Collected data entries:

▼

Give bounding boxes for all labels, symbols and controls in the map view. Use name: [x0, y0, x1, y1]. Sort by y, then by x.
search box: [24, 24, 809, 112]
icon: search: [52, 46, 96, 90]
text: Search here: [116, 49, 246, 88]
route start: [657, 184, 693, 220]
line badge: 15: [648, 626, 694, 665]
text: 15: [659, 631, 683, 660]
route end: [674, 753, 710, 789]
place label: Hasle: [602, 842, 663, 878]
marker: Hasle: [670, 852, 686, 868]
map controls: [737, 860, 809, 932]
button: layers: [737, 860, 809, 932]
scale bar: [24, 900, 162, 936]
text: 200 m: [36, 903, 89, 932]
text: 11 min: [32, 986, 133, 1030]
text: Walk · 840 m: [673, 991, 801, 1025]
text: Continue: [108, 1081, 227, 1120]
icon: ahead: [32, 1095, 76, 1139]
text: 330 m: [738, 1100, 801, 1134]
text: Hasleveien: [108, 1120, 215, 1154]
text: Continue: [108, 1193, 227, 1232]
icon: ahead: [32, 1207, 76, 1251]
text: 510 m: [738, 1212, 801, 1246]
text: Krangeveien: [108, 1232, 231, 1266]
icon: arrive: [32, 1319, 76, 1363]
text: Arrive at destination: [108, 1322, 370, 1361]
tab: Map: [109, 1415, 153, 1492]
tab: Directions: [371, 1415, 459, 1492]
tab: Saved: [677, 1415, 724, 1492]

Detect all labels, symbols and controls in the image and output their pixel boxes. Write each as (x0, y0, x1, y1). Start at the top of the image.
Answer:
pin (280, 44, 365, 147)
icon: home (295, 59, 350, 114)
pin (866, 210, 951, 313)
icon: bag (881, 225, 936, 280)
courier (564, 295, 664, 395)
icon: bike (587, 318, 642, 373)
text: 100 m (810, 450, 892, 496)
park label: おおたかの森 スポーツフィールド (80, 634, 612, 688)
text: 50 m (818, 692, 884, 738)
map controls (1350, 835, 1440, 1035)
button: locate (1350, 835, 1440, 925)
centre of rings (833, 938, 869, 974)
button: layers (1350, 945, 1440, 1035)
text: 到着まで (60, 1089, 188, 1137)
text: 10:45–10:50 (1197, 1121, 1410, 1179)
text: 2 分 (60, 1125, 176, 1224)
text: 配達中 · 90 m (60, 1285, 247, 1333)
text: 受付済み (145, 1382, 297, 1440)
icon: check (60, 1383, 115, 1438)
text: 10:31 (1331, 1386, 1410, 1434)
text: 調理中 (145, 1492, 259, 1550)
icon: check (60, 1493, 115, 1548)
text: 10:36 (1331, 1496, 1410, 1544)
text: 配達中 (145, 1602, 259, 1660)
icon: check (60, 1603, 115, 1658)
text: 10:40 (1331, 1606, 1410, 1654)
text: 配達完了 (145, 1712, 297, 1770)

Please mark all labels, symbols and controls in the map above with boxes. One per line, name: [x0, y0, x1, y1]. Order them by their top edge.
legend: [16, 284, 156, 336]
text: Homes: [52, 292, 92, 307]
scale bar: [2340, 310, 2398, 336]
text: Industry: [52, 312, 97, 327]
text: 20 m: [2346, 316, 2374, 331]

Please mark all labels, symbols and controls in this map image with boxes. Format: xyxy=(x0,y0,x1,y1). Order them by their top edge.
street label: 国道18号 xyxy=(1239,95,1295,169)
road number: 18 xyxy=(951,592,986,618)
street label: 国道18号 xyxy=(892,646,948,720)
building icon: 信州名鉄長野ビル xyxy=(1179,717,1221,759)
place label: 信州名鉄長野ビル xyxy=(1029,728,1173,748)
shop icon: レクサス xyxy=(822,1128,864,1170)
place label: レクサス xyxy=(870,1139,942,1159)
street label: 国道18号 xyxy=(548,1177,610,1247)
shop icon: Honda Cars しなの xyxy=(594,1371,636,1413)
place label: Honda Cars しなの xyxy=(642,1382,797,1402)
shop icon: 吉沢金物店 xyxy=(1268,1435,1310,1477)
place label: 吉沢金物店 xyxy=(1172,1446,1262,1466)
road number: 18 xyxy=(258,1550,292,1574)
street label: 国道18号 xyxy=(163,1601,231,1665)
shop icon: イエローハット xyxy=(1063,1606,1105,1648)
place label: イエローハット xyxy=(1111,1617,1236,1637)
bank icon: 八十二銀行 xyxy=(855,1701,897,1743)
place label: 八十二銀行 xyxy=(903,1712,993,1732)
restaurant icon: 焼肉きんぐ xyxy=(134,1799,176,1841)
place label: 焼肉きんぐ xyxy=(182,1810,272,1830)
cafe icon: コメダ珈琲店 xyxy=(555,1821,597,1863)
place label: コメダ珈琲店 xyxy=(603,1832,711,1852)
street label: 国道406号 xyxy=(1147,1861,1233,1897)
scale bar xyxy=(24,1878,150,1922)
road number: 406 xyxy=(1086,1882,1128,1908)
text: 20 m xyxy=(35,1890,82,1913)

▲

▶ [Activity] Please return exactly the lines that run from the line with "Please mark all labels, symbols and controls in the" through the end of the records above, both included, and nothing more.

▶ [Task solution]
Please mark all labels, symbols and controls in the map above with boxes. One per line, name: [x0, y0, x1, y1]. Order them by their top edge.
legend: [16, 284, 156, 336]
text: Homes: [52, 292, 92, 307]
scale bar: [2340, 310, 2398, 336]
text: Industry: [52, 312, 97, 327]
text: 20 m: [2346, 316, 2374, 331]

Please mark all labels, symbols and controls in this map image with boxes. Format: xyxy=(x0,y0,x1,y1). Order them by their top edge.
street label: 国道18号 xyxy=(1239,95,1295,169)
road number: 18 xyxy=(951,592,986,618)
street label: 国道18号 xyxy=(892,646,948,720)
building icon: 信州名鉄長野ビル xyxy=(1179,717,1221,759)
place label: 信州名鉄長野ビル xyxy=(1029,728,1173,748)
shop icon: レクサス xyxy=(822,1128,864,1170)
place label: レクサス xyxy=(870,1139,942,1159)
street label: 国道18号 xyxy=(548,1177,610,1247)
shop icon: Honda Cars しなの xyxy=(594,1371,636,1413)
place label: Honda Cars しなの xyxy=(642,1382,797,1402)
shop icon: 吉沢金物店 xyxy=(1268,1435,1310,1477)
place label: 吉沢金物店 xyxy=(1172,1446,1262,1466)
road number: 18 xyxy=(258,1550,292,1574)
street label: 国道18号 xyxy=(163,1601,231,1665)
shop icon: イエローハット xyxy=(1063,1606,1105,1648)
place label: イエローハット xyxy=(1111,1617,1236,1637)
bank icon: 八十二銀行 xyxy=(855,1701,897,1743)
place label: 八十二銀行 xyxy=(903,1712,993,1732)
restaurant icon: 焼肉きんぐ xyxy=(134,1799,176,1841)
place label: 焼肉きんぐ xyxy=(182,1810,272,1830)
cafe icon: コメダ珈琲店 xyxy=(555,1821,597,1863)
place label: コメダ珈琲店 xyxy=(603,1832,711,1852)
street label: 国道406号 xyxy=(1147,1861,1233,1897)
scale bar xyxy=(24,1878,150,1922)
road number: 406 xyxy=(1086,1882,1128,1908)
text: 20 m xyxy=(35,1890,82,1913)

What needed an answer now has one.